Three Kings

Over the past five years, the pace of change in accounting software has been astounding. In Australia, much of the innovation has been controlled by three kings of accounting software: Clive Rabie from Reckon, Tim Reed from MYOB and Chris Ridd from Xero.

Each is perfectly suited to his role and brand, but, apart from a wealth of experience in the software and technology fields, they share surprisingly few similarities. The upbringing, attitudes and life experience of these leaders have forged unique personalities that distinctly impact the products they develop.

Each of these three kings leads an army of software developers, brand managers and sales reps, who battle for market share. Together, they form a more powerful force than perhaps even they realise, shaping and moulding the future of the accounting industry.

As long as they do it right, they are also making our lives easier along the way.

CLIVE RABIE, GROUP CEO, RECKON – the corporate mover and shaker

The turning point in the career of Reckon group CEO Clive Rabie came when a good friend died on a squash court. Rabie was 30 years old, the same age as his late friend, and owned a few Healthy Life franchises. His friend had worked in the head office of Healthy Life.

“I suppose I just associated the business with him,” says Rabie, now 54 and married with three children. “You never can be absolutely sure what encourages you to make these changes in your life, but it was clear to me that I needed change.”

Change was something with which Rabie had become familiar, personally and professionally, over the course of his life. Growing up in South Africa during a time of apartheid, he spent much of his youth yearning for change. Whereas most of us are comforted by the place of our childhood, Rabie says he was always keen to leave.

And leave he did, but not before completing two years of compulsory national service. “It wasn’t fantastic,” recalls Rabie, “but in a funny way, it was a good experience. I’m not against the idea of some people having experiences that take them out of their comfort zone.”
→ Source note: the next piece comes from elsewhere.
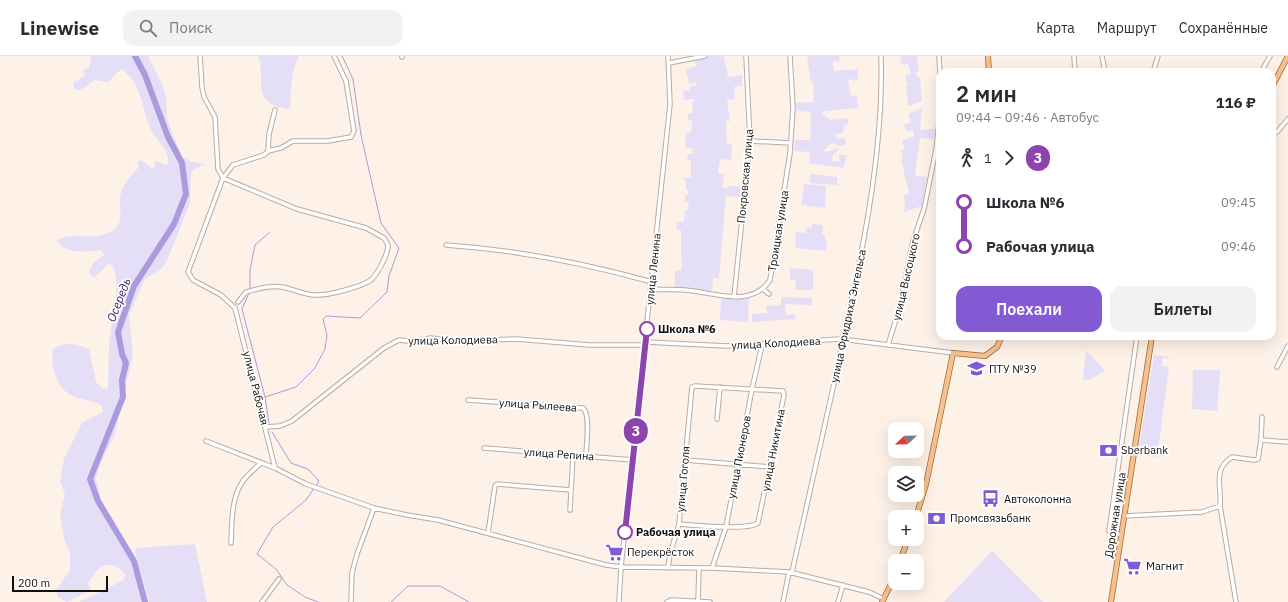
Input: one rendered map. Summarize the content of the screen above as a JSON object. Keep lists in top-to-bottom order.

After completing national service and then a bachelor of commerce degree, Rabie moved to Australia in 1982 and took a job for 12 months with Coopers & Lybrand.

But his calling was business, so after building and then handing over the Healthy Life franchises to one of his brothers, he launched a sign manufacturing business that evolved into an importer and wholesaler, then accepted a major contract from Toyota for sign maintenance.

It was here the Reckon connection was made. In order to manage the Toyota contract, Rabie developed his own CRM software. It was such a success that he took it to Reckon founder Greg Wilkinson to sell as a new product called Workflow Manager.

When Reckon hit trouble in the early 2000s after an expensive foray into financial services website development, Wilkinson called Rabie in as a consultant. But that role never quite panned out.

“The day I walked into the business, I never left,” says Rabie. “I love the software, and I think it is just such an interesting industry.”

Rabie helped turn Reckon’s fortunes around by focusing on what the company did best: selling boxed software. More recently, he has overseen Reckon’s move into the cloud, which involved cutting long-held ties with US software giant Intuit. A lack of control over the software’s code meant Rabie could never be sure it would be perfectly tailored to the Australian market.

“For companies such as ours, there are two positions to take,” says Rabie. “In Australia, you’ve got Reckon, MYOB and Xero living very close to the local accountants and therefore catering for that market. Then you’ve got the international players that are going for a small percentage of the Australian market. We don’t want a small percentage – we want 90 to 100 per cent.”